Subacute and long-term care management teams that were led by nurse practitioners and that visited nursing homes regularly to monitor enrollees’ health status and care needs.
Home care staff who provide most of the Medicare-covered home health services to Aspen’s members.
In addition to these staff, there were Integrated Services nurses who were responsible for coordinating the four types of services listed above and for ensuring continuity of care. In particular, Integrated Services nurses worked to ensure smooth handoffs when patients moved from one system to another, or when patients’ needs lay outside the scope of the other programs.

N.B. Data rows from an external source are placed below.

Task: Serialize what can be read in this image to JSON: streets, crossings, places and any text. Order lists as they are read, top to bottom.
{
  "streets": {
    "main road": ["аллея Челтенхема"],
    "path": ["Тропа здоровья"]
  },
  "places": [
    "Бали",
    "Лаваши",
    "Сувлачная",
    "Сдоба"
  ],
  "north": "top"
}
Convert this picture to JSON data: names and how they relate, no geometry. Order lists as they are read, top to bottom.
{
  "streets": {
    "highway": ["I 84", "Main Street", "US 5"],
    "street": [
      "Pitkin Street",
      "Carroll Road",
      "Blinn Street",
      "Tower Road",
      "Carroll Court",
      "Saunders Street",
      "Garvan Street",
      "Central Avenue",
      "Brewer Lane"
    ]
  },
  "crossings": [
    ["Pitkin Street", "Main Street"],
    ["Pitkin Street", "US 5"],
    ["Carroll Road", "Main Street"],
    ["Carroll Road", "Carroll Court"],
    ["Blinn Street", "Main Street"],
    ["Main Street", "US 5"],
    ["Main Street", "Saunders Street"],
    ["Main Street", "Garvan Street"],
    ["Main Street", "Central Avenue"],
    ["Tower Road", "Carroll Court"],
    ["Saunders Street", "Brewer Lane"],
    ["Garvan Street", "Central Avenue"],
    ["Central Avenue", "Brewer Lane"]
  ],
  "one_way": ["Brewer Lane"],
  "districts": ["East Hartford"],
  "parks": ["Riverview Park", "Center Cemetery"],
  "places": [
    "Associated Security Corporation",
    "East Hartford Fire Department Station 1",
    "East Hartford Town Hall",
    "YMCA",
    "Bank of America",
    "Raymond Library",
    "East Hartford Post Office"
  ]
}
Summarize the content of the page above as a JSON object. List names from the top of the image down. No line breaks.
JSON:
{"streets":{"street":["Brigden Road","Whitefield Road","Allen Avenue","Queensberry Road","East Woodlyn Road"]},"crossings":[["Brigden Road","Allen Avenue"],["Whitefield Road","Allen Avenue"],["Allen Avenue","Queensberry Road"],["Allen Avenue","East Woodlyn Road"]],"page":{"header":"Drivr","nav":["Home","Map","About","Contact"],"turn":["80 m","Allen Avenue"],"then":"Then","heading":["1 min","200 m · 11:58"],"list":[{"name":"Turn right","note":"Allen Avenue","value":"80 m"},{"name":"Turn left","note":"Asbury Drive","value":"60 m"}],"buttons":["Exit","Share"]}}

The Legacy Health System “Resource Specialist” Pilot Project. The Legacy Health System, a major provider unit for HMO Oregon, is testing an innovative program at two capitated medical groups (Health First and Adventist) and two independent physician practices. Care management in this program is performed by “resource specialists,” who are not medically trained; rather, they have AB degrees and between 5 and 17 years of social service experience (for example, with Area Agencies on Aging, mental retardation or developmental disability programs, or senior centers). Legacy uses 3.5 full-time-equivalent resource specialists to handle a caseload of 400. About 25 percent of enrollees at the participating clinics are assigned a care manager, a higher ratio than is typical for health plans, and the program includes a focus on people with functional deficits of a milder nature than most health plans would regard as warranting care management.
The resource specialists see patients face-to-face at least quarterly (but often monthly). In addition to coordinating medical care, they emphasize access to social services, family dynamics, and the physical home environment. Importantly, the capitated medical groups have agreed to pay for any off-policy benefits the resource specialist might authorize. Resource specialists work closely with the primary care physicians of enrollees to make sure that the physicians are informed of the enrollees’ situation and of efforts to ameliorate it. No effort is made to discharge patients from care management. The program is being evaluated under a grant from the Robert Wood Johnson Foundation and will be expanded if the research results are favorable.